Draghi's signal lifted stock and bond markets hours before French President Nicolas Sarkozy was to outline his vision of closer euro zone integration in a televised speech (1730 GMT) ahead of a December 9 European Union summit seen as make-or-break for the eurozone.
German Finance Minister Wolfgang Schaeuble said he would propose at the summit that EU states set aside sovereign debt of over 60 percent of gross domestic product - the EU treaty limit - in special funds to be paid off over 20 years with national revenues. Draghi did not spell out what action the ECB might take, but it is under huge political and market pressure to massively step up purchases of eurozone government bonds or lend money to the IMF to support ailing Italy and Spain.
In the short-term, economists expect the central bank to relieve pressure on banks and an economy heading into recession cutting interest rates next week and announcing longer-term cheap liquidity tenders with easier collateral rules. Markets are pricing in a 25 basis point cut to 1.0 percent on December 8 and Draghi said nothing to dissuade them. In response to lawmakers' comments, he added that the ECB had scope to act within the European Union treaty and the most important thing was to make sure that frozen credit channels started to work again.
Draghi, who faces some of the toughest decisions in the currency's 12-year history after just one month in the job, said the ECB was aware many European banks were in difficulty because of stress on sovereign bonds, tight interbank funding markets and scarce collateral.
Markets were cheered by strong demand at Spanish and French bond auctions on Thursday. France's 10-year bond spread over safe haven German Bunds fell below 100 basis points for the first time since October 28 after peaking above 200 bps in mid-November. EU paymaster Germany is pressing for an agreement on treaty change to establish coercive powers to veto national budgets in the eurozone that breach agreed rules.

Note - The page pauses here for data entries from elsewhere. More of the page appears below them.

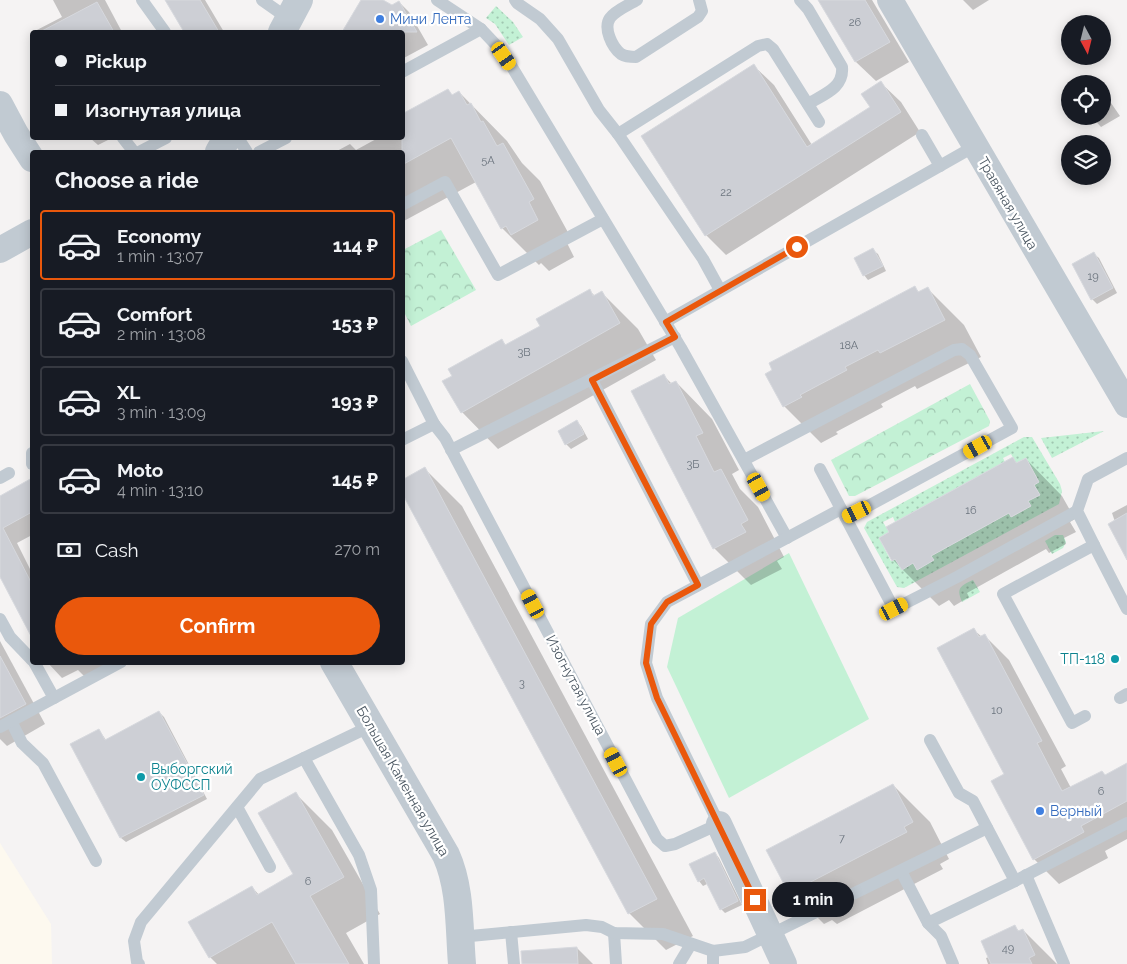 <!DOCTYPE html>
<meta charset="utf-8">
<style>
:root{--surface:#171b24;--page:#242831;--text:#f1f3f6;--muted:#9ea1a6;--line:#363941;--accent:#ea580c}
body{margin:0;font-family:Raleway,sans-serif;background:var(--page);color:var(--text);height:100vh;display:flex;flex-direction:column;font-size:19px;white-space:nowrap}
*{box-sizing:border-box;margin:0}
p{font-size:16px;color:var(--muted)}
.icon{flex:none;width:28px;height:28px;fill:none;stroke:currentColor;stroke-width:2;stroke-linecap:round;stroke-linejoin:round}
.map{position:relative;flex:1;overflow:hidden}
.side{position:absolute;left:30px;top:150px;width:375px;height:515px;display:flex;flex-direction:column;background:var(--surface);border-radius:5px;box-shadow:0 2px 12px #0003}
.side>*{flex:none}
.banner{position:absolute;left:30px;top:30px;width:375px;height:110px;border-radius:5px;box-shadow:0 2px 12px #0003;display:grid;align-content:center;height:110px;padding:0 25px;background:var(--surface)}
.needle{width:32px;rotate:173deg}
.buttons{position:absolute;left:1061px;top:15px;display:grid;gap:10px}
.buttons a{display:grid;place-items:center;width:50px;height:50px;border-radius:50%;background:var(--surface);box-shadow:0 2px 12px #0003;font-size:25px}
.end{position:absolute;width:22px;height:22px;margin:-11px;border:6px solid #ea580c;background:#fff;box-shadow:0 0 0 2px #fff}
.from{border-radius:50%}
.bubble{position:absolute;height:35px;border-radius:18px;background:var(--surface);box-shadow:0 2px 12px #0003;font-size:16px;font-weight:700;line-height:35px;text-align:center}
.car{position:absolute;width:15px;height:30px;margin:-15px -8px;border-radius:6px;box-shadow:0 0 4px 1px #0007;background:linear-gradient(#f5c518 24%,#345 0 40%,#f5c518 0 76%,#345 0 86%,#f5c518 0)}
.banner b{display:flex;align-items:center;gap:18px;height:48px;font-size:19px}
.banner b+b{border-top:1px solid var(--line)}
.banner i{width:12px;height:12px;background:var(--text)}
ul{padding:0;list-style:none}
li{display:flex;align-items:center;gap:15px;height:70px;margin:0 10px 8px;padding:0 15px;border:2px solid var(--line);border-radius:5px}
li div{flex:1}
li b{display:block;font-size:19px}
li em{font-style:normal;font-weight:700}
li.on{border-color:var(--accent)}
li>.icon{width:45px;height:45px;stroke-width:1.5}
h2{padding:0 25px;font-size:22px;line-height:60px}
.pay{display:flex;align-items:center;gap:12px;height:55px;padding:0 25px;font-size:19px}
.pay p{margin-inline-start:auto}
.button{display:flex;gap:10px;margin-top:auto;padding:10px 25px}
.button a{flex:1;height:58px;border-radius:30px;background:var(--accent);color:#fff;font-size:20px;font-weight:700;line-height:58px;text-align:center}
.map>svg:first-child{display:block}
.commercial{fill:#fdf9ef}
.grass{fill:url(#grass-dots);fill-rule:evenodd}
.park{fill:url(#park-crowns)}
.pitch{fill:#c3f1d5}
.shadow{fill:#0003}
.building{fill:#cdcfd5;stroke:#d7d9de}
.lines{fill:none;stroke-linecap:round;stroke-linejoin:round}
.service{stroke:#c1cad2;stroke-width:12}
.minor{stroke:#c1cad2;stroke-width:26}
.tertiary{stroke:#c1cad2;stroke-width:28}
.route{stroke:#ea580c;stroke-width:6}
.shop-dot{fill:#3f7fe0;stroke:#fff;stroke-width:2}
.culture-dot{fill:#0f9aa8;stroke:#fff;stroke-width:2}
.labels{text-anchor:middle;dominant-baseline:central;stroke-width:4.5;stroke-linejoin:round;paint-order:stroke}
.number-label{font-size:11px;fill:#6b747e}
.shop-label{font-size:14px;fill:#366cbe;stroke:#fff;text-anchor:start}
.street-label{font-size:14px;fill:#4a5661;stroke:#fff}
.culture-label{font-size:14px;fill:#0d838f;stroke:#fff;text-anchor:end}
</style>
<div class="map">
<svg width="1127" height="964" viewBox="0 0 1127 964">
<defs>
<pattern id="grass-dots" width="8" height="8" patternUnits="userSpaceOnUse" patternTransform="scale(1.25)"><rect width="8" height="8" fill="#c3f1d5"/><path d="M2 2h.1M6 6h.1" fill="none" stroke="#a0c6b0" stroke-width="1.8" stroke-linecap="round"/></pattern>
<pattern id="park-crowns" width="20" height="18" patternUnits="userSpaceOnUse" patternTransform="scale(1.25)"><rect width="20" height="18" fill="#c3f1d5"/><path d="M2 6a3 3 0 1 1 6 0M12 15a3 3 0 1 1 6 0" fill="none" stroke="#a0c6b0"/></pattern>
</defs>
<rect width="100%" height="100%" fill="#f5f3f3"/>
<path class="commercial" d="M0 843 51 924 52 964H0Z"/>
<g class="grass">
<path d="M496 6 513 22 523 37 509 45 495 24 486 18Z"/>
<path d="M1104 431 1052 458 1041 438Z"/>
<path d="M1024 437H1032L1060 484 1062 491 1059 504 904 588 897 587 864 528 867 522ZM1011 454 1016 463 1026 458 1039 482 1034 485 1040 495 1028 501 1030 507 1012 517 1009 513 931 556 933 560 917 570 913 563 902 569 895 559 891 561 879 538 889 532 883 522 893 517 895 522 1005 462 1003 458Z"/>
<path d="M1055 535H1063L1066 542 1063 548 1052 554 1045 541Z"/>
<path d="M973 580 980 592 962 602C956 588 960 586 973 580Z"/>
</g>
<g class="park">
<path d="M441 230 476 290 411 326 403 310V250Z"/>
<path d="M970 384 990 421 989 426 855 496H849L831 460Z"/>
</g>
<path class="pitch" d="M789 553 869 719 729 798 667 667 678 618Z"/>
<g class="shadow">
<path d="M53 0H105L122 32H33L62 17Z"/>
<path d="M166 0H205L224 32H186Z"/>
<path d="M362 0H381L392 7 399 2 409 12 428 45 402 59V32H343Z"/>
<path d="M820 0H872L909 62 876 81 856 62Z"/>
<path d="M963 0H989L973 10Z"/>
<path d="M754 66 774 85 812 145 871 108 881 83 901 102 920 132 726 255 706 235 643 136Z"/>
<path d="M448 90 453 96 459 92 507 141 522 163 540 181 570 236 565 239 574 257 549 271 541 263 539 265 502 228 476 182 402 222V152H335L350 144 356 150 378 138H402Z"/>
<path d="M1102 90 1120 116 1101 127 1091 116H1102Z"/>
<path d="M90 138H112L98 145Z"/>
<path d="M873 250 878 254 886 271 868 280 864 275Z"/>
<path d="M1094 254 1099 258 1117 293 1097 304 1092 299Z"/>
<path d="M914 287 919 292 927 288 964 325 981 357 917 389 915 386 881 404 883 407 836 432 838 434 821 443 784 406Z"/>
<path d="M589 290 595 296 601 292 638 329 656 360 498 449 462 412 454 376 501 340 507 346 542 326Z"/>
<path d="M664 376 672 384 676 382 712 419 739 470 732 474 740 489 758 507 784 557 777 561 782 569 751 585 714 548Z"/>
<path d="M577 422 581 426 588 439 571 449 566 444Z"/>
<path d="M1013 459 1018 464 1026 459 1062 496 1075 519 1070 522 1076 532 1064 538 1066 544 1049 553 1046 549 967 593 969 597 954 606 949 600 939 606 893 560Z"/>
<path d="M425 469 462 506 693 936 666 950 629 913Z"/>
<path d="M32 480V535L17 543 32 573V635L0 575V497Z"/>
<path d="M1127 505V557L1112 513Z"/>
<path d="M974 630 982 637 985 636 1009 660 1066 766 1061 769 1071 788 1106 776 1127 765V839L1105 851 1108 858 1059 884 1034 859 1006 775Z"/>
<path d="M0 641 45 724 7 746 0 739Z"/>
<path d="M47 662H115L86 678 78 670 62 678Z"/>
<path d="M159 712 164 717 207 799 126 842 121 838 72 745 99 730 106 740Z"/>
<path d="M893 785 930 822 949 859 940 864 943 869 837 924 832 920 824 924 787 887Z"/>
<path d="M295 793 332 830 380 914 346 933 364 964H217L210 957 252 887 259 895 295 875Z"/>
<path d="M715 853 719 858 742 905 725 913 721 909 707 884 703 886 699 881Z"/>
<path d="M1015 927 1020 932 1023 930 1057 964H988L986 958 989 957Z"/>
<path d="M577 948 593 964H540Z"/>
</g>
<g class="building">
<path d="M165 0H200L219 32H184Z"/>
<path d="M361 0H383L392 5 399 1 417 32H342Z"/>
<path d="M818 0H865L890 42 855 62Z"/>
<path d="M97 2 114 32H40Z"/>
<path d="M754 64 807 147 870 107 861 94 881 81 901 112 705 236 641 136Z"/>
<path d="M448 89 452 95 459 91 467 105 471 103 481 122 483 121 497 146 503 143 534 199 529 202 538 220 511 235 506 226 501 229 451 138 402 165V114Z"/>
<path d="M873 248 883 266 863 276 854 258Z"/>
<path d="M1094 252 1113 288 1091 300 1072 264Z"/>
<path d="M915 286 918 292 928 287 945 320 880 353 878 350 845 367 847 370 800 395 802 397 783 407 765 374 772 370 769 363Z"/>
<path d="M590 289 593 296 602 291 620 323 461 413 442 381 452 376 448 369 502 339 505 345 540 326 536 319Z"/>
<path d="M664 374 669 384 676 381 703 433 696 436 714 472 721 469 748 520 741 524 746 532 713 549 631 391Z"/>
<path d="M577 420 584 434 565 445 558 431Z"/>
<path d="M1013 457 1016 463 1026 458 1039 482 1034 485 1040 495 1028 501 1031 506 1011 517 1009 513 931 556 934 560 917 570 913 563 902 570 895 559 892 561 879 538 889 532 886 527Z"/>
<path d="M425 467 657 899 628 914 402 493V480Z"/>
<path d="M32 478V512L3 528 32 584V638L0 577V496Z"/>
<path d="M1127 513V560L1108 524Z"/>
<path d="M974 628 979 637 985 634 1042 741 1037 743 1062 791 1102 771 1105 775 1127 763V801L1081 826 1084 832 1033 860 991 781 1004 774 937 648Z"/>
<path d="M0 656 26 704 0 718Z"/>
<path d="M159 711 204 795 120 838 70 744 99 729 105 740Z"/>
<path d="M893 784 913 822 904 827 907 832 799 888 796 883 786 888 766 850Z"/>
<path d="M296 792 344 877 310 896 349 964H296L272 922 209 958 188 922 252 886 257 895 293 874 258 813Z"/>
<path d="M715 852 738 901 720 910 704 878 698 882 689 864Z"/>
<path d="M1015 925 1018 931 1023 929 1035 955 1029 958 1032 964H991L981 941Z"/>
<path d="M577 947 578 964H522L521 951Z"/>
</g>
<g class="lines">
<g class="service">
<path d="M142 0 165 32"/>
<path d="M262 0 289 19"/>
<path d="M437 0 481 29 497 46 512 67 681 348 787 538"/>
<path d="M515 0 517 3 540 19 558 39 599 110 618 134 703 259 720 290"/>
<path d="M637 0C629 5 616 10 610 18 603 28 612 47 621 54 626 57 631 57 636 57L698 17 702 11 699 0"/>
<path d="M800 0 808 9 842 67C844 88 824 94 808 104"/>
<path d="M402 72 481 29"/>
<path d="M618 134 758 46 767 44 773 49 819 122"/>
<path d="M922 135 940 166"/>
<path d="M123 138 134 152"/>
<path d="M238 138 247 152"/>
<path d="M139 152 166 138"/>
<path d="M259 152 286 138"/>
<path d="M402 205 445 182 498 275 603 219"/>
<path d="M665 322 975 146"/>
<path d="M402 361 434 424 445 438 657 839 665 846 675 844 719 824 657 698 646 663 651 624 667 602 841 509"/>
<path d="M592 380 698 585"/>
<path d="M402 440 434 424"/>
<path d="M451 450 675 337"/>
<path d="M32 453V464"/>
<path d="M744 460 954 350 962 349 970 355 1012 428 846 518"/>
<path d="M820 469 894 609 957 577 1077 511"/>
<path d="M0 478 9 473"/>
<path d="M1094 545 1127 609"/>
<path d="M0 619 10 637 32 660"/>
<path d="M34 662 54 698"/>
<path d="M1120 698 1127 694"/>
<path d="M1085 716 1072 723 1003 594 1094 545 1077 511 1088 479 1127 458"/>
<path d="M11 721 22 743 43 763 96 861"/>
<path d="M0 727 121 662"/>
<path d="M930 740 959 793 973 801 1015 881 1127 823"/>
<path d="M304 758 359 855 371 890 374 964"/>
<path d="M237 807 270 867"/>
<path d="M901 871 928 923 941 936 953 964"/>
<path d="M1026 875 1064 964"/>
<path d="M928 923 1015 881"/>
<path d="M511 932 514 964"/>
<path d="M614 933 616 964"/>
<path d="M460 937 586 925 602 927 614 933 663 934 713 951 745 947 987 828"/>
<path d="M139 964 137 962 134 941 141 922 260 779 371 726"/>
<path d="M679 964 691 944"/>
<path d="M713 964V951"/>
</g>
<g class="minor">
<path d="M890 0 1127 405"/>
<path d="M0 104 16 134 32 159"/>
<path d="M0 250 32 232"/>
<path d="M719 824 784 964"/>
</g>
<g class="tertiary">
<path d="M282 32 299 0"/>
<path d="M219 152 227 138"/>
<path d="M334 662 446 855C461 888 459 928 462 964"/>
</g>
</g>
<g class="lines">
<path class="route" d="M755 900 657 698 646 663 651 624 667 602 698 585 592 380 675 337 666 322 797 247"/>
</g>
<g class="shop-dot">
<circle cx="380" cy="19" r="5"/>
<circle cx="1040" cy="811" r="5"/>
</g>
<g class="culture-dot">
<circle cx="1115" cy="659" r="5"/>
<circle cx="141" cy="777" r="5"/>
</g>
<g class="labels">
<g class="number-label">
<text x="855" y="22">26</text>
<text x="488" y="160">5А</text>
<text x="726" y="192">22</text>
<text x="1093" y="276">19</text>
<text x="849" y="345">18А</text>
<text x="524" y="352">3В</text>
<text x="693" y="464">3Б</text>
<text x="971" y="510">16</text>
<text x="522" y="683">3</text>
<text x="997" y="710">10</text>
<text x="1101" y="791">6</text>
<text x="842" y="838">7</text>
<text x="308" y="881">6</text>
<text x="1008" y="948">49</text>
</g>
<g class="shop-label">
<text x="390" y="19">Мини Лента</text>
<text x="1050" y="811">Верный</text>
</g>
<g class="street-label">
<text transform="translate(1008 203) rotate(60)">Травяная улица</text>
<text transform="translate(576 685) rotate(62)">Изогнутая улица</text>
<text transform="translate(403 781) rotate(60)">Большая Каменная улица</text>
</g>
<g class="culture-label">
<text x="1105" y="659">ТП-118</text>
<text x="151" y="769" text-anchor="start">Выборгский<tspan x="151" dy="16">ОУФССП</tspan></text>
</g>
</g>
</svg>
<div class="buttons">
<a><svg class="needle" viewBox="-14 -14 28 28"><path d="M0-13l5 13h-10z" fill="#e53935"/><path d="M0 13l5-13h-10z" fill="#9ea1a6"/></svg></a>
<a><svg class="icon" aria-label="locate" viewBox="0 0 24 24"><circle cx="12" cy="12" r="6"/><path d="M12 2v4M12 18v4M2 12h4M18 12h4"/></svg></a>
<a><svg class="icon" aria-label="layers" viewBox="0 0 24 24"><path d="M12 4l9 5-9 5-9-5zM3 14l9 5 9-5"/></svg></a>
</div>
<i class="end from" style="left:797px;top:247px"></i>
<i class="end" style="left:755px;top:900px"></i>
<div class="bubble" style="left:772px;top:882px;width:82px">1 min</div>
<i class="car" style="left:504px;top:56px;rotate:145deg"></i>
<i class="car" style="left:978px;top:447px;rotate:241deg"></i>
<i class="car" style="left:759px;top:487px;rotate:151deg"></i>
<i class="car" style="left:857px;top:512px;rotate:244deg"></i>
<i class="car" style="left:533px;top:604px;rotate:332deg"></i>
<i class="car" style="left:894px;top:609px;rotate:63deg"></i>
<i class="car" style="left:616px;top:762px;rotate:332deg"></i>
<div class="banner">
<b><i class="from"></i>Pickup</b>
<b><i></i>Изогнутая улица</b>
</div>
<section class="side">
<h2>Choose a ride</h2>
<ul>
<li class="on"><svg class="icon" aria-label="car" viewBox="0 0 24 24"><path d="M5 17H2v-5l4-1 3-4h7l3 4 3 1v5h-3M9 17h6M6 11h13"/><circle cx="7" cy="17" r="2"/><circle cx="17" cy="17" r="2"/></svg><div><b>Economy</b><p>1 min · 13:07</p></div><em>114 ₽</em></li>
<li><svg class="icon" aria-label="car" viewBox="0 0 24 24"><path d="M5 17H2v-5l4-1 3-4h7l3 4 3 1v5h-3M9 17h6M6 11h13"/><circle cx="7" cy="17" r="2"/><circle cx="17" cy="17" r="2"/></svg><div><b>Comfort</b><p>2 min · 13:08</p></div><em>153 ₽</em></li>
<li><svg class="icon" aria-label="car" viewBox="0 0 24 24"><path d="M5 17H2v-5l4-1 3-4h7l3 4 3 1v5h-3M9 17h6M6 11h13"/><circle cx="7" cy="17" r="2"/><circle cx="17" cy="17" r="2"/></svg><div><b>XL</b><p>3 min · 13:09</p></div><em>193 ₽</em></li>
<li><svg class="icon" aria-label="car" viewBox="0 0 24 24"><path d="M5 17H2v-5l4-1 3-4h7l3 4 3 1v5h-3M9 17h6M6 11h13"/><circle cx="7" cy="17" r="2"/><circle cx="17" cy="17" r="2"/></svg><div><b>Moto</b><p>4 min · 13:10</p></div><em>145 ₽</em></li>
</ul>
<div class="pay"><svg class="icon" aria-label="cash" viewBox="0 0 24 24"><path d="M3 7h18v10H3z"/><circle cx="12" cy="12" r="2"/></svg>Cash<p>270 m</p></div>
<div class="button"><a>Confirm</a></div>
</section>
</div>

Berlin wants the European Commission to be empowered to reject national budgets before they go to parliament and to refer serial deficit offenders to the European Court of Justice. In Berlin, leaders of Merkel's centre-right coalition agreed that Germany's opposition to common eurozone debt issuance was non-negotiable, slamming one door which France and other southern euro zone states have tried to open. In a key policy shift, Schaeuble said on Wednesday Germany was now open to increasing the IMF's resources through bilateral loans or more special drawing rights, reversing the stance it took at last month's Cannes G20 summit.